Dear And,
Sorry for the delay in reacting, and many thanks for the comments, which
Jasper and I will think about and build in when we have a chance to revise
the paper (though this will have to be a minor tinkering operation, as
we're up against an urgent deadline).
The issues you raise about DG vs PSG are ones that we've talked about
fairly extensively over the years, where I think we've more or less agreed
to differ. Whatever the relations between DG and PSG in the abstract may
be, all we're claiming is that their implementations in WG and CG are more
than notational variants. Maybe we should make that clearer in the paper.
Meanwhile the points that Joe makes in his message strike me as valid.
Re the WXDY (What's X doing Y? - e.g. What's your book doing on my desk?)
construction itself, I don't understand your criticism. As you say, the
heart of our analysis is/are the three sublexemes WHAT/wxdy, BE/wxdy,
DO/wxdy. (You need BE/wxdy as a link between the other two, so that DO/wxdy
will only occur as the complement of a BE that also has WHAT/wxdy as its
extractee.) Contrary to you (I don't accept your example) I think they're
tightly interdependent, so all three always co-occur. If so, we DO have an
'independent concept' of the WXDY construction - in fact, we have three of
them!
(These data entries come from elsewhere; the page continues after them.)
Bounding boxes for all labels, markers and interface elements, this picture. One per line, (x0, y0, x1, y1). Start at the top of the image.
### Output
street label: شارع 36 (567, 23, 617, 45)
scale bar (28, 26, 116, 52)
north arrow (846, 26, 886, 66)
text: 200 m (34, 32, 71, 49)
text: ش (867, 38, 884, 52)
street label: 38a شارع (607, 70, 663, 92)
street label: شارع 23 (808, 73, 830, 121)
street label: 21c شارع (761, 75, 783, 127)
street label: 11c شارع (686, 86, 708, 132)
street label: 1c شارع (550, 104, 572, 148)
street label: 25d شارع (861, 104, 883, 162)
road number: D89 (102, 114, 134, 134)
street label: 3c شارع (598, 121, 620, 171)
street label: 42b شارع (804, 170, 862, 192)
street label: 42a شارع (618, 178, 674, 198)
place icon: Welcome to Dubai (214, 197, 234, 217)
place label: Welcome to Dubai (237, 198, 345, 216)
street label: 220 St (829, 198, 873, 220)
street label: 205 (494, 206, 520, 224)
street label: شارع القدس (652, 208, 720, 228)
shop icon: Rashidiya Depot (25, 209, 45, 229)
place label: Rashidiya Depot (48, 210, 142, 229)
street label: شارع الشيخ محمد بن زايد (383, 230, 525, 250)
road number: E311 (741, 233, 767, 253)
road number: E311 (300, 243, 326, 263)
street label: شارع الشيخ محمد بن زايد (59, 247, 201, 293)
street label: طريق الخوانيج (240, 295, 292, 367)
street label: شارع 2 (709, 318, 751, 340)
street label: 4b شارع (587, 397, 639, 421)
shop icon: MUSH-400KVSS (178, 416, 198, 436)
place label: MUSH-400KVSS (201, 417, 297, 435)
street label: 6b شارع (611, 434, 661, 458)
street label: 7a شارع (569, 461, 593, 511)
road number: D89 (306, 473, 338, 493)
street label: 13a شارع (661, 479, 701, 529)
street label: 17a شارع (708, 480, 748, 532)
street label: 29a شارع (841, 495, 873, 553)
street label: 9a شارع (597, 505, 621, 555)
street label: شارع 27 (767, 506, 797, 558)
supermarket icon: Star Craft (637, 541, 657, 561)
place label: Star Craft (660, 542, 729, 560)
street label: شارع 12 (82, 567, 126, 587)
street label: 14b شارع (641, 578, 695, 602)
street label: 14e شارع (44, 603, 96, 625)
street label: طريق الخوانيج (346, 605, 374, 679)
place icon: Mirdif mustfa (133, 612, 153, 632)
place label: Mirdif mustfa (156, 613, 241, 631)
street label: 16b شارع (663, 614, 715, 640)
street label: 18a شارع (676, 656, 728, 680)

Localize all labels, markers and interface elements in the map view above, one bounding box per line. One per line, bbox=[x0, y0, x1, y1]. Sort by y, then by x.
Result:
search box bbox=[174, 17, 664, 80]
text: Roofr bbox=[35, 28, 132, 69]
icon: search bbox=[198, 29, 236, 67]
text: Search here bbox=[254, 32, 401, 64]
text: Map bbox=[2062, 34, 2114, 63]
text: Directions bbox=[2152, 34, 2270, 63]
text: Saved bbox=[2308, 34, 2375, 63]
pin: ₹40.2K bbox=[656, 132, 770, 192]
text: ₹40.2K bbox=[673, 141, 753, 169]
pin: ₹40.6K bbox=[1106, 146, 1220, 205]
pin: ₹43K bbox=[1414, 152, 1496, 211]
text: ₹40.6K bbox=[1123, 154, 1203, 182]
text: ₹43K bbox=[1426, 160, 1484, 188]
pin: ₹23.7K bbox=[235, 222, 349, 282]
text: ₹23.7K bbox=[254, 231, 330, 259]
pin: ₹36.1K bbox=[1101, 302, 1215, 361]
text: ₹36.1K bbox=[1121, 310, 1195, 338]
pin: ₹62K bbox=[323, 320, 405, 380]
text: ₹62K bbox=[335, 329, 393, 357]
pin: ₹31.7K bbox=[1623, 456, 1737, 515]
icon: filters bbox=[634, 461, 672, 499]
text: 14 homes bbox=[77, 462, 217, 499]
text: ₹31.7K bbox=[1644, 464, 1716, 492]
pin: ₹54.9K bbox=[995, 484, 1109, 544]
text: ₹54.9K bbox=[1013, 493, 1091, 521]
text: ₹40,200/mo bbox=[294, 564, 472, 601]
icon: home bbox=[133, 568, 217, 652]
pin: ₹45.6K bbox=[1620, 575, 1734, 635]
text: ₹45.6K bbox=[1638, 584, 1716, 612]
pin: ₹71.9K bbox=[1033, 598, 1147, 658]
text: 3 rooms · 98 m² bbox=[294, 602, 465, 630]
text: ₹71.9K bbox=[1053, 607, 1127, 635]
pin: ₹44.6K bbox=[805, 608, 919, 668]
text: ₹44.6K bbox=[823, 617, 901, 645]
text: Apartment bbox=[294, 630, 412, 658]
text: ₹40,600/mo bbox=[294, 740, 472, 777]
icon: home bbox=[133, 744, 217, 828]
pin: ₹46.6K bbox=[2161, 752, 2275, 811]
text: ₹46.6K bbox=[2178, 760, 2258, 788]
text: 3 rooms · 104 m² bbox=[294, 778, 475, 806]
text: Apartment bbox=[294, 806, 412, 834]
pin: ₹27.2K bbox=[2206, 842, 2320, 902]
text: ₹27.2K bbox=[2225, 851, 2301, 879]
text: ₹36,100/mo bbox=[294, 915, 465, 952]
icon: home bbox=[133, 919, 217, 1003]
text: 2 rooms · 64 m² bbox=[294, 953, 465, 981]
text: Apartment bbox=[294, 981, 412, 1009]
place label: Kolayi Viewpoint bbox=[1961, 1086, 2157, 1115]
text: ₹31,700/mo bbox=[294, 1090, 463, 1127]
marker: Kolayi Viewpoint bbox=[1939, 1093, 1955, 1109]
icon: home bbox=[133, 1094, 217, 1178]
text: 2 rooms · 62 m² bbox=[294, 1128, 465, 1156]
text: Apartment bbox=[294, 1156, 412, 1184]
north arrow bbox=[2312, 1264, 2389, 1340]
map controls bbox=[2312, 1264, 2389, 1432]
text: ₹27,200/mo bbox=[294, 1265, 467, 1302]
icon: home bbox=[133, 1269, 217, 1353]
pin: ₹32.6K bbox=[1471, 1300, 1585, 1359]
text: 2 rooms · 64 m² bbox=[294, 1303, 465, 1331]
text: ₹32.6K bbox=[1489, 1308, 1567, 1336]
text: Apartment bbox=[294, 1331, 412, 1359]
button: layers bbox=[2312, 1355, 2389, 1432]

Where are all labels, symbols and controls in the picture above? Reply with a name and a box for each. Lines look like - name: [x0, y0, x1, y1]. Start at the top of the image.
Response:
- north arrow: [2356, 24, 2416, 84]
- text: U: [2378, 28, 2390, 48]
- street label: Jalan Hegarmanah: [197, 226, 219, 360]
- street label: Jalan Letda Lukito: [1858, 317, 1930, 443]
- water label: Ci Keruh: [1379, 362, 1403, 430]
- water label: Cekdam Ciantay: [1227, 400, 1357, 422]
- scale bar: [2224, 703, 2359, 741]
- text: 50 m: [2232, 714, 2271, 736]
Any one of these concepts could be taken as 'the WXDY construction',
because it leads unambiguously to all of the construction's properties.
Deciding which of these concepts is the 'real' WXDY construction
fortunately isn't a problem because constructions are just a
metaphenomenon, not part of the grammar, in WG.
Dick
Here are some highly truncated extracts from your message which seem most
relevant to my reply:
>(ii) To what extent are these sublexemes independent of each other?
>For example, "Are those magazines on the floor doing anything there?"
>would, if acceptable, suggest that WHAT/wxdy is not an essential ingredient.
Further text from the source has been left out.